- [Task data]:

◇ ◇ ◇ ◇ ◇ ◇ ◇

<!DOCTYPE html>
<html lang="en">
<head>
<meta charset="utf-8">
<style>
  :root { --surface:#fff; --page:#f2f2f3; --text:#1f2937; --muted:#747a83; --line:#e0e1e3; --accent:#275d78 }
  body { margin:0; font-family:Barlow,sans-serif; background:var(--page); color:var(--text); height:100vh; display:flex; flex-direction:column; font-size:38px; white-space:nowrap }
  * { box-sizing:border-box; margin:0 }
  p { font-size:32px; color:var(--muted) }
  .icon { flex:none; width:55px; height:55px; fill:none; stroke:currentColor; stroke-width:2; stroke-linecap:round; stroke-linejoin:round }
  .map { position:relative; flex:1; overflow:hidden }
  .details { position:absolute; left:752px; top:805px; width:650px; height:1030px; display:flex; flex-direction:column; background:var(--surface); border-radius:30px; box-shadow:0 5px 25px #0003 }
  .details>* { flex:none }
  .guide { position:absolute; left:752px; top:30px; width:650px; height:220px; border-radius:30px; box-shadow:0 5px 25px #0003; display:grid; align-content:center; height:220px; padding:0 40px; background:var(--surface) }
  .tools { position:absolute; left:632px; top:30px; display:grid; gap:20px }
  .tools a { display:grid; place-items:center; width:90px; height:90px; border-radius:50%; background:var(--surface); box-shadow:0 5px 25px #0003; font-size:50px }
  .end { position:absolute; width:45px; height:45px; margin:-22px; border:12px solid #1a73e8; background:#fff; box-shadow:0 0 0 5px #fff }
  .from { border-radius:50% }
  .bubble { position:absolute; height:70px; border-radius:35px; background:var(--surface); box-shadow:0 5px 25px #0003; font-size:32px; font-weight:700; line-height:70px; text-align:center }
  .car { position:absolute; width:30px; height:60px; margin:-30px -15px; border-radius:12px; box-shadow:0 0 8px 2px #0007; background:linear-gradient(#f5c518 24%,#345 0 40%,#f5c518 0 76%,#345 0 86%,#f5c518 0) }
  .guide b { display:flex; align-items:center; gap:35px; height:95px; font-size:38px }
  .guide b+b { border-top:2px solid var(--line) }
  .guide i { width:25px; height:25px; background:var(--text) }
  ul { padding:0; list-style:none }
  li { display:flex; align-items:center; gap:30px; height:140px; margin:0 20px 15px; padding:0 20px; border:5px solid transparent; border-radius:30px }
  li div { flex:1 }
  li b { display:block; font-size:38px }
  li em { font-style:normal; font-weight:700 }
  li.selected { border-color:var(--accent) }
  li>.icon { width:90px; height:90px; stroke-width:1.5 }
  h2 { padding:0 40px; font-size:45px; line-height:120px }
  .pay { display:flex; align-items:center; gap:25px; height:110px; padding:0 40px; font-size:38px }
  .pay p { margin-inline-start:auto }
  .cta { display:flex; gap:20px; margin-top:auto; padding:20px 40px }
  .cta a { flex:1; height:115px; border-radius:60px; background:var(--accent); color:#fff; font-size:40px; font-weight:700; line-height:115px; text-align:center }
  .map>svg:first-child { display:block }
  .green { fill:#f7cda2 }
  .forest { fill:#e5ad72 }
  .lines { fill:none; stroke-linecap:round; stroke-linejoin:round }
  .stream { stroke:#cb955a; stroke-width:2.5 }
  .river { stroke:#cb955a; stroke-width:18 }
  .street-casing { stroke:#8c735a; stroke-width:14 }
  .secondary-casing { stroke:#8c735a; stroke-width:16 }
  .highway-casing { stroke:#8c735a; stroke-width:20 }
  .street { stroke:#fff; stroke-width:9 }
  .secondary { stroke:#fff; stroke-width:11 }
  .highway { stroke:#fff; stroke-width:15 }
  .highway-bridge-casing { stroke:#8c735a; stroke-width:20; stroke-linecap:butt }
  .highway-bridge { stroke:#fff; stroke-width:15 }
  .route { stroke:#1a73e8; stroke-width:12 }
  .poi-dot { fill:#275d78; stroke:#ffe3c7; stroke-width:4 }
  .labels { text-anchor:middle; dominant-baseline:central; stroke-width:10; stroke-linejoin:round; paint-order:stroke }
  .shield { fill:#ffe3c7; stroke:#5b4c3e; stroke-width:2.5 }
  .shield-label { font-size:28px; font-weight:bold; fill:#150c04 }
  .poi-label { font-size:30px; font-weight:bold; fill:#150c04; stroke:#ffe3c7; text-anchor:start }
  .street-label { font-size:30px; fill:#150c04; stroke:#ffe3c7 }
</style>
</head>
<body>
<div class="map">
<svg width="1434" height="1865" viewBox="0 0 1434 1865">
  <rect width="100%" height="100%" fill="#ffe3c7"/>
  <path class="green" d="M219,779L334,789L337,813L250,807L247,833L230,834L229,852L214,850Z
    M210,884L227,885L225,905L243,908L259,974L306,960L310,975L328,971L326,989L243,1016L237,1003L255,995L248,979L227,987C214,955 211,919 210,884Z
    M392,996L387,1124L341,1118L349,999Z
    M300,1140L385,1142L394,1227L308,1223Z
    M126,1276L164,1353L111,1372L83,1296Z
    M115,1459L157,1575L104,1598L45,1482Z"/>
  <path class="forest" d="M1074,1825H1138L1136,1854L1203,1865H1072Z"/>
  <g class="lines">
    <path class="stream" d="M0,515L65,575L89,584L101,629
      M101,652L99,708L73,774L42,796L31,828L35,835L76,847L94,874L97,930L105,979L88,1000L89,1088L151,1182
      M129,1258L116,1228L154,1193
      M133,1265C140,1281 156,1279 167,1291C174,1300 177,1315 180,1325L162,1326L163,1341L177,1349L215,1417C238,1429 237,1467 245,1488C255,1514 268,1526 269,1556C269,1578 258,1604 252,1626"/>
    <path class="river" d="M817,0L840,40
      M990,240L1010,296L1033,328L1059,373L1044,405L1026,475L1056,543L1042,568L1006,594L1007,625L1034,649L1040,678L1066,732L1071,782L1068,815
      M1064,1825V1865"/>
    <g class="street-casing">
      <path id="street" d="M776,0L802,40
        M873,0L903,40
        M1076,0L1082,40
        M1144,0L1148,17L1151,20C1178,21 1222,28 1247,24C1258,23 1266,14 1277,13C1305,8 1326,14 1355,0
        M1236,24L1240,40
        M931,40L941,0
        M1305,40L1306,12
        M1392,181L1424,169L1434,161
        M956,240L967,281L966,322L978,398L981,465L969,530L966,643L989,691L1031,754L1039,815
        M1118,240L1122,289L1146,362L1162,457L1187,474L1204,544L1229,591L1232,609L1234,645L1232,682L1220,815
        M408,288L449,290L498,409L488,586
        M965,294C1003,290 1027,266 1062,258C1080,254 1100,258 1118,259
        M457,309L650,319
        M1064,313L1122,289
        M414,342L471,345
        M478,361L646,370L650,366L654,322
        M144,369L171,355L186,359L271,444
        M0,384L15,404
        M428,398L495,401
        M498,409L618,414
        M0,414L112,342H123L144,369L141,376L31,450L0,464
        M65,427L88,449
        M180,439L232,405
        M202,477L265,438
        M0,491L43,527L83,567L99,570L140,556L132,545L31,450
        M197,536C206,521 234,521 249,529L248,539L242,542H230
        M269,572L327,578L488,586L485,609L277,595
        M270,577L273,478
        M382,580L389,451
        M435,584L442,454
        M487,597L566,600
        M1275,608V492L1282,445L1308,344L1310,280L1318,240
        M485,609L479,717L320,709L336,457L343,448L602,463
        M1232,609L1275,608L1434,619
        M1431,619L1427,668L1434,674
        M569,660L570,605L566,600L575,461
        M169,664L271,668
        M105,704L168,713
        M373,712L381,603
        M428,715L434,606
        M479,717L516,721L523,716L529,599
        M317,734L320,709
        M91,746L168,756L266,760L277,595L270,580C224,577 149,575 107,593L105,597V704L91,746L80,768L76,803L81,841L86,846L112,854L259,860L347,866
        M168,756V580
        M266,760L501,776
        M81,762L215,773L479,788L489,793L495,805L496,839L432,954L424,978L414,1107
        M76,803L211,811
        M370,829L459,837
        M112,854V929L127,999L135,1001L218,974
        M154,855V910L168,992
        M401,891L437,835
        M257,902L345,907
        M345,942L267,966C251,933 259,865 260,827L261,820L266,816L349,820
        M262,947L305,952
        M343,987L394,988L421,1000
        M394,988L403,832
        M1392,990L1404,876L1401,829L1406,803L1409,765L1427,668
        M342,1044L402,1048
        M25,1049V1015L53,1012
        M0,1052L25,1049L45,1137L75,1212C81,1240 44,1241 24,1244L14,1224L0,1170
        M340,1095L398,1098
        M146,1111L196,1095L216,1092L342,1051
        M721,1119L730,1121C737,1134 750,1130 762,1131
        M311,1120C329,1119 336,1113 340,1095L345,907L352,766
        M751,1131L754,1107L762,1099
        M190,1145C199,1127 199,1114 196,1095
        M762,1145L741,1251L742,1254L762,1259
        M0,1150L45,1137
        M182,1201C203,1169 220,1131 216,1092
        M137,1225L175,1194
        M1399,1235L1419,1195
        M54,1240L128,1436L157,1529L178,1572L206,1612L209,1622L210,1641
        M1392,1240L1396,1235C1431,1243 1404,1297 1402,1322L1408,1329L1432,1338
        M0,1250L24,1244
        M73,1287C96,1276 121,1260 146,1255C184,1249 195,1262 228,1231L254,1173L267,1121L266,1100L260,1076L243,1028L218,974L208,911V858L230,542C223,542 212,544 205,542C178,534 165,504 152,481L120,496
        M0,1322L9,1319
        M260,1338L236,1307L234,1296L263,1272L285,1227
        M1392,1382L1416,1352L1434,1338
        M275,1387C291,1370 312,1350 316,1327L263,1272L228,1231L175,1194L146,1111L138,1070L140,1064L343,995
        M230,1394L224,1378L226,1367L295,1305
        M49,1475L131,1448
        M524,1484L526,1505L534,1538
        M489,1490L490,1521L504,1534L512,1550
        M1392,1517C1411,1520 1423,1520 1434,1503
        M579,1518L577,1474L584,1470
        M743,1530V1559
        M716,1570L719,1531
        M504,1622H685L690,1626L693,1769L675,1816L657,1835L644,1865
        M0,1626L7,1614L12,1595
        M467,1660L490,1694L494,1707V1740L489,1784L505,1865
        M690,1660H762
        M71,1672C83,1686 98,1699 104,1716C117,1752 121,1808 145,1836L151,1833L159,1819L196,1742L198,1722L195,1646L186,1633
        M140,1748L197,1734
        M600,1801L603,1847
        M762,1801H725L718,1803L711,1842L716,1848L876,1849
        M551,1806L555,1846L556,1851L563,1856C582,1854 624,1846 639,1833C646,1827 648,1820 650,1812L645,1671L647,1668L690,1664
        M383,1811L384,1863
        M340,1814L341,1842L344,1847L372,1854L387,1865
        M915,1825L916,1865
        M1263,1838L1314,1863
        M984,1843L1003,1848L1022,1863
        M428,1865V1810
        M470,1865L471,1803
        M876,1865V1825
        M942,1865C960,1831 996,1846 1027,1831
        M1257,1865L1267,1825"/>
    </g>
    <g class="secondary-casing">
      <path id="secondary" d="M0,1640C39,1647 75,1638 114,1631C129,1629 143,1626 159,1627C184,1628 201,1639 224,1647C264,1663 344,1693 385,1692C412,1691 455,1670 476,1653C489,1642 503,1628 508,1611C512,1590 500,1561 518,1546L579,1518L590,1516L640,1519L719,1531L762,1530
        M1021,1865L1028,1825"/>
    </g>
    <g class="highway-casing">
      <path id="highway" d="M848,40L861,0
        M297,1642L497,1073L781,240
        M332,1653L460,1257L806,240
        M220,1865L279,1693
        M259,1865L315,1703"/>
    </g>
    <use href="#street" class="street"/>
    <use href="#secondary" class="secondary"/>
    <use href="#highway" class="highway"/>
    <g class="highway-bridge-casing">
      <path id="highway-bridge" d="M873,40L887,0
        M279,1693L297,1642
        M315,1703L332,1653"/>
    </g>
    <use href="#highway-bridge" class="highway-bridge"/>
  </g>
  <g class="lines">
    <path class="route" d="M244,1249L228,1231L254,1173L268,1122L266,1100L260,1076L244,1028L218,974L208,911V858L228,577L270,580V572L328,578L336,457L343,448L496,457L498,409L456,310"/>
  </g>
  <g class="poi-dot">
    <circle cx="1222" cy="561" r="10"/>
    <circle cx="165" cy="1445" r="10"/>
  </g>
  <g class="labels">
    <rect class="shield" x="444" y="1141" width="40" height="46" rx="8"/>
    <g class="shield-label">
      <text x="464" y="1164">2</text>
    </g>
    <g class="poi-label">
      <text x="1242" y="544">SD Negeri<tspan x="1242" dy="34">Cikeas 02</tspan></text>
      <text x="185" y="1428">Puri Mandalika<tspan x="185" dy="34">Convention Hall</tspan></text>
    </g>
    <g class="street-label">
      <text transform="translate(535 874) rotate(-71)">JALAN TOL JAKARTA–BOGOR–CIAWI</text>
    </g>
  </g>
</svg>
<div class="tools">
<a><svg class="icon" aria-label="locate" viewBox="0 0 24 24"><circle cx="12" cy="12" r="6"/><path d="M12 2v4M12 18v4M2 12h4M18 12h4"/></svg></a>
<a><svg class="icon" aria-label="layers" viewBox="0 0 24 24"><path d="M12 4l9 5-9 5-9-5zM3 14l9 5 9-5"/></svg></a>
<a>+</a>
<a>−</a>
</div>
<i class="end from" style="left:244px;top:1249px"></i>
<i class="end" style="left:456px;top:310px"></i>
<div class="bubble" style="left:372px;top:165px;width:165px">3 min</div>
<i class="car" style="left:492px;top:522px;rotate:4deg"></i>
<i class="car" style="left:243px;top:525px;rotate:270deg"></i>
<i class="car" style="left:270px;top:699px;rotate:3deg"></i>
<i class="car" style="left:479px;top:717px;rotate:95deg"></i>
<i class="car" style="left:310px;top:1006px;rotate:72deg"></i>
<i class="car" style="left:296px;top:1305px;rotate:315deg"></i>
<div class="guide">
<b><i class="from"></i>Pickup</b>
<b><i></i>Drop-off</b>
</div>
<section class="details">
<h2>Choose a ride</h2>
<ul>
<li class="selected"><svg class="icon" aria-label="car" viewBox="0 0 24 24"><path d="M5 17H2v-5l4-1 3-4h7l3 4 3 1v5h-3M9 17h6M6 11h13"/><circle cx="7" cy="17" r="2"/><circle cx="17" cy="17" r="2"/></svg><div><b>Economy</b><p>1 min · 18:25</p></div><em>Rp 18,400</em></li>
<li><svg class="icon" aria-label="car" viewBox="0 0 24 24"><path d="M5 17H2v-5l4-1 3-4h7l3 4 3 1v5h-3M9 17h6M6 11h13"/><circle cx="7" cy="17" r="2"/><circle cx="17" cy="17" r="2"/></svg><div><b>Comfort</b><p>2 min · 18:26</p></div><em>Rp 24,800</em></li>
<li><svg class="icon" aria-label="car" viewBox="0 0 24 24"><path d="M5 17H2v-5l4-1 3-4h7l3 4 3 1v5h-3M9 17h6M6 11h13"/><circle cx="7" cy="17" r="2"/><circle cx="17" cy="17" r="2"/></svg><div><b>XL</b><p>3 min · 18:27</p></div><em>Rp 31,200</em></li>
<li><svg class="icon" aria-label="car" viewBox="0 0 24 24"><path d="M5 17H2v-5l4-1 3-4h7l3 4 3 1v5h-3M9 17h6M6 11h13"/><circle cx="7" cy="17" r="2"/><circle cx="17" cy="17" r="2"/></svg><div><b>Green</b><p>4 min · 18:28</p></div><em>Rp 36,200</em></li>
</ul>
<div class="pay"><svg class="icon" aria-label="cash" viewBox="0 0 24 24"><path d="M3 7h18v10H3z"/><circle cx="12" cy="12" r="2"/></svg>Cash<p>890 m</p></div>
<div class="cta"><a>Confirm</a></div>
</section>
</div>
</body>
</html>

◇ ◇ ◇ ◇ ◇ ◇ ◇

- [Exercise description]:
Set down only the lines above that fall between the line holding "M931,40L941,0" and the line holding "M394,988L403,832", inclusive, keeping each exact.

- [Output for this task]:
        M931,40L941,0
        M1305,40L1306,12
        M1392,181L1424,169L1434,161
        M956,240L967,281L966,322L978,398L981,465L969,530L966,643L989,691L1031,754L1039,815
        M1118,240L1122,289L1146,362L1162,457L1187,474L1204,544L1229,591L1232,609L1234,645L1232,682L1220,815
        M408,288L449,290L498,409L488,586
        M965,294C1003,290 1027,266 1062,258C1080,254 1100,258 1118,259
        M457,309L650,319
        M1064,313L1122,289
        M414,342L471,345
        M478,361L646,370L650,366L654,322
        M144,369L171,355L186,359L271,444
        M0,384L15,404
        M428,398L495,401
        M498,409L618,414
        M0,414L112,342H123L144,369L141,376L31,450L0,464
        M65,427L88,449
        M180,439L232,405
        M202,477L265,438
        M0,491L43,527L83,567L99,570L140,556L132,545L31,450
        M197,536C206,521 234,521 249,529L248,539L242,542H230
        M269,572L327,578L488,586L485,609L277,595
        M270,577L273,478
        M382,580L389,451
        M435,584L442,454
        M487,597L566,600
        M1275,608V492L1282,445L1308,344L1310,280L1318,240
        M485,609L479,717L320,709L336,457L343,448L602,463
        M1232,609L1275,608L1434,619
        M1431,619L1427,668L1434,674
        M569,660L570,605L566,600L575,461
        M169,664L271,668
        M105,704L168,713
        M373,712L381,603
        M428,715L434,606
        M479,717L516,721L523,716L529,599
        M317,734L320,709
        M91,746L168,756L266,760L277,595L270,580C224,577 149,575 107,593L105,597V704L91,746L80,768L76,803L81,841L86,846L112,854L259,860L347,866
        M168,756V580
        M266,760L501,776
        M81,762L215,773L479,788L489,793L495,805L496,839L432,954L424,978L414,1107
        M76,803L211,811
        M370,829L459,837
        M112,854V929L127,999L135,1001L218,974
        M154,855V910L168,992
        M401,891L437,835
        M257,902L345,907
        M345,942L267,966C251,933 259,865 260,827L261,820L266,816L349,820
        M262,947L305,952
        M343,987L394,988L421,1000
        M394,988L403,832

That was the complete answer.